Georgia Bulletin

The Newspaper of the Catholic Archdiocese of Atlanta

California

New CLINIC chairman approaches immigration reform as ‘pastor of souls’

Published January 9, 2014

ORANGE, Calif. (CNS)—Last month, Bishop Kevin Vann was appointed chairman of the board of directors of the Catholic Legal Immigration Network Inc., culminating a busy first year as bishop of Orange. It has been a year filled with diocesan events, advocacy and prayer in support of undocumented immigrants.

“Any concern about immigration reform takes into account the whole person,” Bishop Vann said, explaining that he approaches the issue as “being a pastor of souls.”

“How do we as pastors help our people find homes here in the United States, find a place where they can truly contribute to our society?”

As CLINIC chairman, Bishop Vann will provide leadership and strategic guidance, explained the organization’s executive director, Jeanne Atkinson.

“In addition to having served for three years on CLINIC’s board as a representative of the U.S. Conference of Catholic Bishops’ Committee on Migration, Bishop Vann brings to the position extensive experience in serving in the diverse dioceses of Orange and Fort Worth as well as a strong pastoral commitment to ministering to immigrants,” she said.

Bishop Vann expects to rely on his experience working with immigrants in the Diocese of Springfield, Ill., where he was ordained a priest, and the Diocese of Fort Worth, where he served as bishop before his appointment to Orange.

As pastor of Our Lady of Lourdes Church in Decatur, Ill., Bishop Vann taught himself how to speak, read and write Spanish after a Spanish-speaking family asked him for help finding a Spanish-language Mass. When he admitted he didn’t know of any in the area, they responded: “Can you help us? We want to stay Catholic.”

A few years later, he was heading the diocese’s Hispanic Ministry.

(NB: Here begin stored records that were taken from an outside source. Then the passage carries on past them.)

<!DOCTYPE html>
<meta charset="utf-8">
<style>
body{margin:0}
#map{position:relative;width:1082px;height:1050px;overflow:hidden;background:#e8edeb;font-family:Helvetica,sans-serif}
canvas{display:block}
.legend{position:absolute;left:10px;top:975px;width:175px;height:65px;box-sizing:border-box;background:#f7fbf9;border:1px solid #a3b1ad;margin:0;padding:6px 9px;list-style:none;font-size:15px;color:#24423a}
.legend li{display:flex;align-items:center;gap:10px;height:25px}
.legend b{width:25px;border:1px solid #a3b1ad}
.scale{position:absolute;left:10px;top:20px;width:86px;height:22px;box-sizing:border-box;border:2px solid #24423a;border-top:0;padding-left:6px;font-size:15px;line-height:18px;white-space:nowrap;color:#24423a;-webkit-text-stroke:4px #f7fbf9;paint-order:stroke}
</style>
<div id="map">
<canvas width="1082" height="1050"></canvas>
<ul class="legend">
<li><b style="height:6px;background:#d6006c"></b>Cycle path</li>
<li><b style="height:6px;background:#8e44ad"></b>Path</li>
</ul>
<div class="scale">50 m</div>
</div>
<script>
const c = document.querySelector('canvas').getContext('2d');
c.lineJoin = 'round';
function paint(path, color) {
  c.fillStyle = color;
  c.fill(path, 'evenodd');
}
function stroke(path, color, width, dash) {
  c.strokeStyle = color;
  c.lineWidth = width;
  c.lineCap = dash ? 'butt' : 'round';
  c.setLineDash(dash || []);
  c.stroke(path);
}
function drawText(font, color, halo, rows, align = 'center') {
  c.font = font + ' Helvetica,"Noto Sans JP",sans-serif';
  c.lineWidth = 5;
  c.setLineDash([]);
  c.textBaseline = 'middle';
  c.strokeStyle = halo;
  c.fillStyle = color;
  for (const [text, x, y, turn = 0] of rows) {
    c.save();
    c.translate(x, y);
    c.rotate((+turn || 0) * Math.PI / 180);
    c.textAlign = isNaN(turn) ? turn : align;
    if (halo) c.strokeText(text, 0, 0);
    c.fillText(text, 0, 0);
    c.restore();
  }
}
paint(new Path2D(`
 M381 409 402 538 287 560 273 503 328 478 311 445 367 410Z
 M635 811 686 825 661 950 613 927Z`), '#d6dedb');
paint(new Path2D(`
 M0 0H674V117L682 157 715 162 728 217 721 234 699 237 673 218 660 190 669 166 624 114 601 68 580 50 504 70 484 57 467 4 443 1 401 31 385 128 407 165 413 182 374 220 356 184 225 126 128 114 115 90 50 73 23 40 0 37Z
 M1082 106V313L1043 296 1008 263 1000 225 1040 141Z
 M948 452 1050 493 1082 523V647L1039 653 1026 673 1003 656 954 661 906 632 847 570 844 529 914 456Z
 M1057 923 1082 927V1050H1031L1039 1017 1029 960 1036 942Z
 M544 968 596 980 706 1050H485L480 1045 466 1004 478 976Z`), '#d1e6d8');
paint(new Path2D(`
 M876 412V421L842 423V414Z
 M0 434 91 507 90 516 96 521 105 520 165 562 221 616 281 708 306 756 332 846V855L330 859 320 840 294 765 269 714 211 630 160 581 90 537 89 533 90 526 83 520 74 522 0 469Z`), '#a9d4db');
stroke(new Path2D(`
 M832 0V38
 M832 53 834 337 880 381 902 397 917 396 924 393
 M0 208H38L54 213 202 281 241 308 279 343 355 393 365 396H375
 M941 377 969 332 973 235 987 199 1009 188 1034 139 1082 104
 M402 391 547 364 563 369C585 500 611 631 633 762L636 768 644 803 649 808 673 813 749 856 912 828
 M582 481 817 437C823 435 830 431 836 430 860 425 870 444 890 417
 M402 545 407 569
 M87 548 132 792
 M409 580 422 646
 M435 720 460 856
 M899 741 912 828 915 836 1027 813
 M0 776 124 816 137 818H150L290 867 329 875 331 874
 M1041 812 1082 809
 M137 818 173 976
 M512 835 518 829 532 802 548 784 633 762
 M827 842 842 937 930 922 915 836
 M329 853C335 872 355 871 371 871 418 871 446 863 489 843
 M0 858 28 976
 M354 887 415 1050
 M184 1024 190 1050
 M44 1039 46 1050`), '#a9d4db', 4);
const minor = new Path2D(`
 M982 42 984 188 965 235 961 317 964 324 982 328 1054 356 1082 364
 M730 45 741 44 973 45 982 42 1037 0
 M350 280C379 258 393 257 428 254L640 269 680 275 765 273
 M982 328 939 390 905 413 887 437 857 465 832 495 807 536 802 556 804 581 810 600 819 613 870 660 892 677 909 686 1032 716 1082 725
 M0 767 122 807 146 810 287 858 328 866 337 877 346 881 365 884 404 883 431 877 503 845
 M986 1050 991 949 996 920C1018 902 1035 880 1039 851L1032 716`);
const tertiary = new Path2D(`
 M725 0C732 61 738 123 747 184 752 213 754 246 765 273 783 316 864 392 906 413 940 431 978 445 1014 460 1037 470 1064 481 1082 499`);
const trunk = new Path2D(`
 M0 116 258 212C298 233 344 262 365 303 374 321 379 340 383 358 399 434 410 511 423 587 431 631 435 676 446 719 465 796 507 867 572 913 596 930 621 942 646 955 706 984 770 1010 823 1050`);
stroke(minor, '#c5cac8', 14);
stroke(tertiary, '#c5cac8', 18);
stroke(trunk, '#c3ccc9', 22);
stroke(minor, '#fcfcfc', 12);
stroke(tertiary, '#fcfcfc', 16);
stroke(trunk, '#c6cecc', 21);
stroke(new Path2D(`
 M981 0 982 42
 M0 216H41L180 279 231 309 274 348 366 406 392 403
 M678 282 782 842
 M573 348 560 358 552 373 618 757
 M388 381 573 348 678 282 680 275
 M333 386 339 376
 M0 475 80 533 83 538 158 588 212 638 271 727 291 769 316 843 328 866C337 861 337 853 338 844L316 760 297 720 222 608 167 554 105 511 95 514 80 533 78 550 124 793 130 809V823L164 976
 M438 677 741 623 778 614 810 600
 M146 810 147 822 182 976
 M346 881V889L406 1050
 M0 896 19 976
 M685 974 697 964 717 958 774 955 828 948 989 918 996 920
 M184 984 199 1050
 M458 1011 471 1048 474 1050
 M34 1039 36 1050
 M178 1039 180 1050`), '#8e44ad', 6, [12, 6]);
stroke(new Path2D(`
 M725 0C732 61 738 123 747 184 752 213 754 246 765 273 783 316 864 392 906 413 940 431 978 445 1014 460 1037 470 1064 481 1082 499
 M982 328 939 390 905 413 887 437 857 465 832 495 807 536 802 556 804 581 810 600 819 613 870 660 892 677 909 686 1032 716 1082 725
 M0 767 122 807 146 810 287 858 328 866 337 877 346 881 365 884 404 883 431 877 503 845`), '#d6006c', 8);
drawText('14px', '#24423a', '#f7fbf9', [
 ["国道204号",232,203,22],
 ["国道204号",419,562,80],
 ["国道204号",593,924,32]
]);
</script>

As bishop of Fort Worth—where the Catholic population is more than 50 percent Hispanic—he and his staff organized an advocacy program designed to inform Texas legislators that Catholics are supportive of immigration reform as well as people who are undocumented.

Now as bishop of Orange—home to the largest Vietnamese community outside Vietnam and encompassing one of the 10 U.S. counties with the greatest Hispanic population—he has met with elected representatives to speak about immigration reform and recently presided over a prayer service that drew more than 3,000 to the campus of the future Christ Cathedral.